------ DATA SECTION ------
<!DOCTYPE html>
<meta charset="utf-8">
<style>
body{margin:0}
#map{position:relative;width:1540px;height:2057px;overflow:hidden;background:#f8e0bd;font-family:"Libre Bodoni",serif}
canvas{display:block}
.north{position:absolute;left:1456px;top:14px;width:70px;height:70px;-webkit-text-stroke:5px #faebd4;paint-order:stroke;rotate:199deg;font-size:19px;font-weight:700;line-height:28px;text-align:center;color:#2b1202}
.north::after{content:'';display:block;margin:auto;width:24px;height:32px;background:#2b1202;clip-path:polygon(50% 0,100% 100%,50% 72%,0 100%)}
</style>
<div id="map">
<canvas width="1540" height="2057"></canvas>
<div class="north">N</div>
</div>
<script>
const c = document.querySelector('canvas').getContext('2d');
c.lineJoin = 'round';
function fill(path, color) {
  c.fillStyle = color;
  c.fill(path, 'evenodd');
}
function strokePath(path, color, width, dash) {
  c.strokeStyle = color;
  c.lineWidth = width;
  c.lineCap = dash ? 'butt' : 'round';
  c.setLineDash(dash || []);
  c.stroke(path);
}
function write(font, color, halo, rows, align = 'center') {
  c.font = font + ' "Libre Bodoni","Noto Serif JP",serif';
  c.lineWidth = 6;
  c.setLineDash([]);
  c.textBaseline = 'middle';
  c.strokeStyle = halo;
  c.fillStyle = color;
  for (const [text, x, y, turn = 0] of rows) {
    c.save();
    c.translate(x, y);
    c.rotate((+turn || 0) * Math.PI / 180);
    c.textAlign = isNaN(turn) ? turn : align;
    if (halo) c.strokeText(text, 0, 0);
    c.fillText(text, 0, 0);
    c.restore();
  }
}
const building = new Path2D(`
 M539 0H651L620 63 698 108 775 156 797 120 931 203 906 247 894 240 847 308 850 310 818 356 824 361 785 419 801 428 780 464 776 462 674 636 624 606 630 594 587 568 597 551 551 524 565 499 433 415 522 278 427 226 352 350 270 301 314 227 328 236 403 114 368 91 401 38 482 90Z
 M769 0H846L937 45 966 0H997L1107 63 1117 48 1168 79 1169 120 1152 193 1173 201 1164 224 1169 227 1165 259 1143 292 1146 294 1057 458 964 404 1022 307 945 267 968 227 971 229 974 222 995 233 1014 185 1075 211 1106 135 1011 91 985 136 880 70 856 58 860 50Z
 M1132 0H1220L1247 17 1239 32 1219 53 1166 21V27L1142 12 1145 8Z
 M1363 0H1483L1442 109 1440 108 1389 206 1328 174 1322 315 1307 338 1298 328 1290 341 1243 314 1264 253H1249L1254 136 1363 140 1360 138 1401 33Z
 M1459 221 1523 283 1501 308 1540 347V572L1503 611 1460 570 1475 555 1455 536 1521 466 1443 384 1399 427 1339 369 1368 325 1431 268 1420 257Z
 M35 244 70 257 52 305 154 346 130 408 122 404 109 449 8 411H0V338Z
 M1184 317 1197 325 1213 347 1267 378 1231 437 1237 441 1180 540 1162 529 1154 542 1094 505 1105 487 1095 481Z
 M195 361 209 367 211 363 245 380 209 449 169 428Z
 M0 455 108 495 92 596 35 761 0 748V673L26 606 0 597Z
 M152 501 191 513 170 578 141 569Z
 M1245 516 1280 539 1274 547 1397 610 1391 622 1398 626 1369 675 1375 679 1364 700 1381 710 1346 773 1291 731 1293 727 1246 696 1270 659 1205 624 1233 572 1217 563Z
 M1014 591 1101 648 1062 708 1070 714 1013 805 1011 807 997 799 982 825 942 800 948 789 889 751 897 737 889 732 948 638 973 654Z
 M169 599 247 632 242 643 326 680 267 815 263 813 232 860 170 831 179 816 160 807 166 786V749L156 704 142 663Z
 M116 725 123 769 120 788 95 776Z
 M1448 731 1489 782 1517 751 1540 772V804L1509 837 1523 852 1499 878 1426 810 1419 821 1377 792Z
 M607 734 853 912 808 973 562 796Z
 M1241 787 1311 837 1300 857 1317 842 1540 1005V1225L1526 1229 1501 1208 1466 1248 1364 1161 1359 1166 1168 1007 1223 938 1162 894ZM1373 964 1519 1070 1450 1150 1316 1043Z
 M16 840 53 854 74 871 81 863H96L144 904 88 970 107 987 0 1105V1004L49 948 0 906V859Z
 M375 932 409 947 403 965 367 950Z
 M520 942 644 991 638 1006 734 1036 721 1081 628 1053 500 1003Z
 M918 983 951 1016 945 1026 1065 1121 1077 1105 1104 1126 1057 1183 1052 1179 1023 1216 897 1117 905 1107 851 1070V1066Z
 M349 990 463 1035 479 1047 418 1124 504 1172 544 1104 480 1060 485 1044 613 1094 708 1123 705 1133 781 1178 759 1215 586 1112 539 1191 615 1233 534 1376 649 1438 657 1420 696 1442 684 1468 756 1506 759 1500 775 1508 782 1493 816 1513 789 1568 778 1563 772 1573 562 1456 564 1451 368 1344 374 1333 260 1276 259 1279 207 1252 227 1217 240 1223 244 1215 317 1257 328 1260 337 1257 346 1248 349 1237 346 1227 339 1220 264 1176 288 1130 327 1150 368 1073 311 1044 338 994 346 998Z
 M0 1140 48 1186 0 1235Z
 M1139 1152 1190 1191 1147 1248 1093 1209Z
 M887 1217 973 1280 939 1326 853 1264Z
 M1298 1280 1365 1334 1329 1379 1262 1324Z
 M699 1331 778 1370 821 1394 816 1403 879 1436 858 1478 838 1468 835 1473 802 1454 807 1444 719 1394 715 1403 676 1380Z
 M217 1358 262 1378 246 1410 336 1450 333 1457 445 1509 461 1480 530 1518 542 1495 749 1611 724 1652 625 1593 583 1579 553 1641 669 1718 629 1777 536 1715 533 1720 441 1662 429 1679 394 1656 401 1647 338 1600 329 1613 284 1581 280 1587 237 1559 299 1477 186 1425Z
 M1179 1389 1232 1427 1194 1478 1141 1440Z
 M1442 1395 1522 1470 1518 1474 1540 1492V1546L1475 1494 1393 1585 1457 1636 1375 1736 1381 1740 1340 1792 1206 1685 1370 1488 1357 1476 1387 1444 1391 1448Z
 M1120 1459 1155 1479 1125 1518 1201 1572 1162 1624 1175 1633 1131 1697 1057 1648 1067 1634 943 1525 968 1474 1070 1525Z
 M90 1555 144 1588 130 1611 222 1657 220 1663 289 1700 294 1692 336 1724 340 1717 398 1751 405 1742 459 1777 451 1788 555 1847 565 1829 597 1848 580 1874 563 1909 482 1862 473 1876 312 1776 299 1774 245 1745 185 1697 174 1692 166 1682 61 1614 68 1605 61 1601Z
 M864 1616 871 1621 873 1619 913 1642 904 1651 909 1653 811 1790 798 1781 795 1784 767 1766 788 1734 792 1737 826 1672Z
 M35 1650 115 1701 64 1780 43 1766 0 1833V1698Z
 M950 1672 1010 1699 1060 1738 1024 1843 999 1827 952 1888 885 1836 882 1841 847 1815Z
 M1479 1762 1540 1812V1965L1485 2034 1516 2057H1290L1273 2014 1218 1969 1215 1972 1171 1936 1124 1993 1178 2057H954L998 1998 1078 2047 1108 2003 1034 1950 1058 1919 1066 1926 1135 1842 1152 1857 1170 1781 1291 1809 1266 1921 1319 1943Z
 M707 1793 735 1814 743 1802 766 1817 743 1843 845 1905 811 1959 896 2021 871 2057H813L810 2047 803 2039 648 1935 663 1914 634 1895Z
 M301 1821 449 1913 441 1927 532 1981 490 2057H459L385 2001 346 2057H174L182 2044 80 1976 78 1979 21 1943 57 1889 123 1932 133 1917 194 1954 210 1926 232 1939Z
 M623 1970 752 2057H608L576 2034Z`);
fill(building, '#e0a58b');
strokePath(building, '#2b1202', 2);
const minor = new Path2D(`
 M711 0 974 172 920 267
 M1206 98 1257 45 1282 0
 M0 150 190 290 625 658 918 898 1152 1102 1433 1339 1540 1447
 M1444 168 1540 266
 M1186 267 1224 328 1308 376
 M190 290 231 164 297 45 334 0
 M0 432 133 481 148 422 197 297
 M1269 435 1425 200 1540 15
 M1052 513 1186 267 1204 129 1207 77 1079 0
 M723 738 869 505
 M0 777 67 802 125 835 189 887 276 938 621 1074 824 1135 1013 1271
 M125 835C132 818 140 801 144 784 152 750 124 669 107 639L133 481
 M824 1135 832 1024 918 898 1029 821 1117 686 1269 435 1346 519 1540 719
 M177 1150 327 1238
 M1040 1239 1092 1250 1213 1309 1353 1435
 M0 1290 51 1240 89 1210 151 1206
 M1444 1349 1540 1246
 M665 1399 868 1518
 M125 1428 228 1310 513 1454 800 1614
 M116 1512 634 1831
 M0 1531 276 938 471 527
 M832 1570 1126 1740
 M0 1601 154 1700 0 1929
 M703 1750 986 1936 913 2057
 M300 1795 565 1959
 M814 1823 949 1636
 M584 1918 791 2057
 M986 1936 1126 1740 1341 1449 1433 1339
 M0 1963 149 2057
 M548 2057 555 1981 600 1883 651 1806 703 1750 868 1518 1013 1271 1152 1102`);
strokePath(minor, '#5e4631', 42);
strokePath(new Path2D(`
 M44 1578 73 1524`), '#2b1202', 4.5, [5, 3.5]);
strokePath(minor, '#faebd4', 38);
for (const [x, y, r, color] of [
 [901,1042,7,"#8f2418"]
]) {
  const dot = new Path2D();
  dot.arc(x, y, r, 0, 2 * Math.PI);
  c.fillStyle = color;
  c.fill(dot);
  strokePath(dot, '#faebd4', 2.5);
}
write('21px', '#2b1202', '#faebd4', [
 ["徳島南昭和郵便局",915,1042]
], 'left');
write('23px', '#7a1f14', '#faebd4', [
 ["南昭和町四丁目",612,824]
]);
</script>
------
WHAT YOU HAVE TO DO ▸
Would you return exactly, and only, the lines beginning at the one with "for (const [x, y, r, color]" and ending at the last line of the listing?

RESPONSE TO THIS TASK ▸
for (const [x, y, r, color] of [
 [901,1042,7,"#8f2418"]
]) {
  const dot = new Path2D();
  dot.arc(x, y, r, 0, 2 * Math.PI);
  c.fillStyle = color;
  c.fill(dot);
  strokePath(dot, '#faebd4', 2.5);
}
write('21px', '#2b1202', '#faebd4', [
 ["徳島南昭和郵便局",915,1042]
], 'left');
write('23px', '#7a1f14', '#faebd4', [
 ["南昭和町四丁目",612,824]
]);
</script>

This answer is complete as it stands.